**TASK BRIEF**
Find the string "height" in the entries and copy each line that has it.

(Saved data entries)
--------
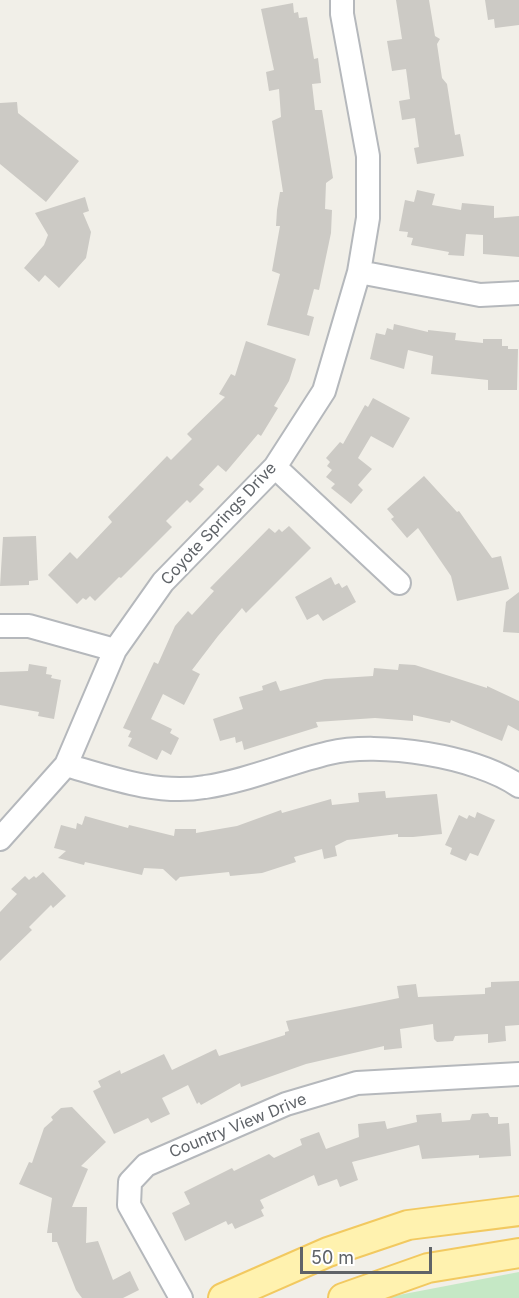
<!DOCTYPE html>
<html>
<head>
<meta charset="utf-8">
<style>
  body { margin:0 }
  #map { position:relative; width:519px; height:1298px; overflow:hidden; background:#f1efe8; font-family:Inter,sans-serif }
  canvas { display:block }
  .scale { position:absolute; left:300px; top:1247px; width:132px; height:27px; box-sizing:border-box; border:3px solid #5f6368; border-top:0; padding-left:8px; font-size:18px; line-height:21px; white-space:nowrap; color:#5f6368; -webkit-text-stroke:4px #fff; paint-order:stroke }
</style>
</head>
<body>
<div id="map">
<canvas width="519" height="1298"></canvas>
<div class="scale">50 m</div>
</div>
<script>
const ctx = document.querySelector('canvas').getContext('2d');
ctx.lineJoin = 'round';
function paint(path, color) {
  ctx.fillStyle = color;
  ctx.fill(path, 'evenodd');
}
function strokePath(path, color, width, dash) {
  ctx.strokeStyle = color;
  ctx.lineWidth = width;
  ctx.lineCap = dash ? 'butt' : 'round';
  ctx.setLineDash(dash || []);
  ctx.stroke(path);
}
function drawText(font, color, halo, rows, align = 'center') {
  ctx.font = font + ' Inter,sans-serif';
  ctx.lineWidth = 4.5;
  ctx.setLineDash([]);
  ctx.textBaseline = 'middle';
  ctx.strokeStyle = halo;
  ctx.fillStyle = color;
  for (const [text, x, y, turn = 0] of rows) {
    ctx.save();
    ctx.translate(x, y);
    ctx.rotate((+turn || 0) * Math.PI / 180);
    ctx.textAlign = isNaN(turn) ? turn : align;
    if (halo) ctx.strokeText(text, 0, 0);
    ctx.fillText(text, 0, 0);
    ctx.restore();
  }
}
paint(new Path2D(`
  M519,1272V1298H386L404,1294Z`), '#c5e8c5');
paint(new Path2D(`
  M396,0H429L435,36L440,39L437,44L442,78L447,84L455,135L460,134L464,156L417,164L414,148L419,147L415,118L402,120L399,101L410,99L406,69L392,71L387,41L402,39Z
  M485,0H519V25L495,28L494,19L488,20Z
  M293,3L294,13L298,12L299,18L307,17L314,59L318,58L321,83L312,84L315,110H322L333,178L326,183L325,209L332,210L331,233L319,290L314,289L307,315L314,317L309,336L267,325L280,274L272,271L280,226H276L277,210L280,192H283L272,121L281,117L279,89L269,91L266,72L274,70L261,9Z
  M17,102L18,113L79,161L46,202L0,164V103Z
  M417,190L435,194L432,205L461,210L462,203L494,206V218L519,216V257L483,254V235L466,234L464,256L448,255L449,252L411,245L413,238L407,237L408,232L399,231L405,200L414,202Z
  M85,197L89,211L83,213L91,232L86,258L59,288L45,275L39,282L24,268L44,245L48,235L35,213Z
  M394,324L428,332V330L456,333L455,340L483,343V339H502V346H508V349H518L517,390H488V380L431,374L433,356L408,350L404,369L370,359L376,333L385,335L387,328L393,330Z
  M246,341L296,359L289,381L274,406L278,408L261,436L258,434L226,472L218,465L199,485L204,489L190,503L187,500L166,521L172,527L121,578L119,577L95,601L90,596L86,600L83,598L77,604L48,575L70,552L77,559L112,522L108,517L167,456L171,460L192,439L187,434L225,397L219,394L231,374L235,376Z
  M373,398L410,418L393,448L371,436L358,458L372,469L358,485L363,490L351,504L331,488L335,484L326,477L332,470L327,466L330,462L326,458L340,442L343,444L365,405L368,407Z
  M424,476L457,512L459,511L492,558L501,556L509,589L457,601L451,576L418,528L407,538L391,519L394,517L387,509Z
  M289,526L311,548L246,613L242,608L218,636L192,670L200,674L184,705L163,694L151,719L172,729L170,733L179,738L171,755L162,750L157,760L128,746L132,738L128,737L131,731L123,728L154,662L158,664L175,626L188,611L192,615L214,591L210,588L269,528L275,533L279,529L282,532Z
  M36,536L38,580L29,581V585L0,586L3,537Z
  M331,577L335,585L339,583L342,588L347,585L356,602L323,621L318,614L307,620L295,597Z
  M519,592V633L503,632L506,602Z
  M29,664L47,667L46,674L52,675L51,678L61,680L54,719L38,716L39,712L0,705V672L28,671Z
  M399,664L415,665L487,688V686L519,701V731L508,725L502,741L451,720L450,723L413,715V721L375,718L316,722L318,727L244,750L242,741L236,743L235,737L220,741L213,719L243,709L239,697L263,690L262,686L276,681L280,691L325,679L373,676L374,668L398,670Z
  M385,791L386,798L437,794L442,834L413,837H398V834L347,840L335,846L337,856L324,859L322,849L294,857L296,862L262,873L230,876L229,872L180,877L176,881L163,869L144,868L142,875L85,862L84,865L58,858L66,851L54,848L61,825L76,829L77,823L82,825L85,816L128,828L129,825L174,836L175,829H196V833L237,826L281,810L282,813L331,799L332,805L359,802L358,793Z
  M477,812L495,820L478,856L470,853L466,861L450,854L452,848L445,845L459,815L467,819L469,815L475,818Z
  M43,872L66,896L53,908L51,905L29,927L32,930L0,961V912L17,894L11,889L25,876L29,880L34,876L36,878Z
  M519,981V1025L505,1026L506,1041L488,1043V1034L455,1036L453,1041L437,1042L434,1039L433,1024L400,1029L402,1048L384,1050V1046L306,1064L241,1087L240,1083L201,1105L199,1102L197,1104L188,1085L162,1098L170,1114L151,1123L148,1118L114,1134L93,1091L101,1087L98,1081L120,1070L121,1074L164,1054L172,1070L216,1049L219,1056L285,1035V1032L289,1031L286,1021L399,998L397,986L416,984L418,997L485,994V988L491,987V982Z
  M72,1107L106,1142L81,1166L88,1169L72,1207H87L86,1243L98,1241L113,1280L130,1271L139,1290L123,1298H82L76,1290L57,1242H52V1233H47L52,1198L19,1184L29,1162L32,1163L44,1128L53,1120L51,1117L61,1108Z
  M441,1113L442,1122L470,1120L472,1114L488,1113L490,1117H498V1124L509,1123L511,1156L479,1158V1155L422,1159L419,1145L352,1162L358,1180L340,1187L337,1179L318,1186L314,1175L260,1200L264,1208L261,1210L264,1216L235,1229L232,1223L228,1225L226,1221L185,1241L172,1213L190,1204L184,1192L232,1168L234,1171L269,1154L274,1158L302,1145L300,1139L319,1132L326,1149L359,1137L358,1124L385,1121L387,1129L417,1122L416,1115Z`), '#cccac5');
const minor = new Path2D(`
  M359,272L480,295L519,293
  M275,467L399,583
  M0,626H29L115,650
  M66,765C111,778 157,795 205,787C247,781 287,763 329,753C379,741 476,756 519,786
  M0,839L66,765L115,650L163,582L275,467L324,391L359,272L368,218V156L342,14V0
  M181,1298L129,1205L130,1182L146,1165L286,1104L357,1083L519,1074`);
const major = new Path2D(`
  M223,1298L328,1252L408,1225L519,1211
  M343,1298L428,1268L519,1253`);
strokePath(minor, '#b5b8bc', 26);
strokePath(major, '#f2c960', 32);
strokePath(minor, '#fff', 22);
strokePath(major, '#fff2af', 28);
drawText('16px', '#5f6368', '#fff', [
  ["Coyote Springs Drive",219,524,-47],
  ["Country View Drive",238,1126,-22]
]);
</script>
</body>
</html>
--------
**EXPECTED ANSWER**
  #map { position:relative; width:519px; height:1298px; overflow:hidden; background:#f1efe8; font-family:Inter,sans-serif }
  .scale { position:absolute; left:300px; top:1247px; width:132px; height:27px; box-sizing:border-box; border:3px solid #5f6368; border-top:0; padding-left:8px; font-size:18px; line-height:21px; white-space:nowrap; color:#5f6368; -webkit-text-stroke:4px #fff; paint-order:stroke }
<canvas width="519" height="1298"></canvas>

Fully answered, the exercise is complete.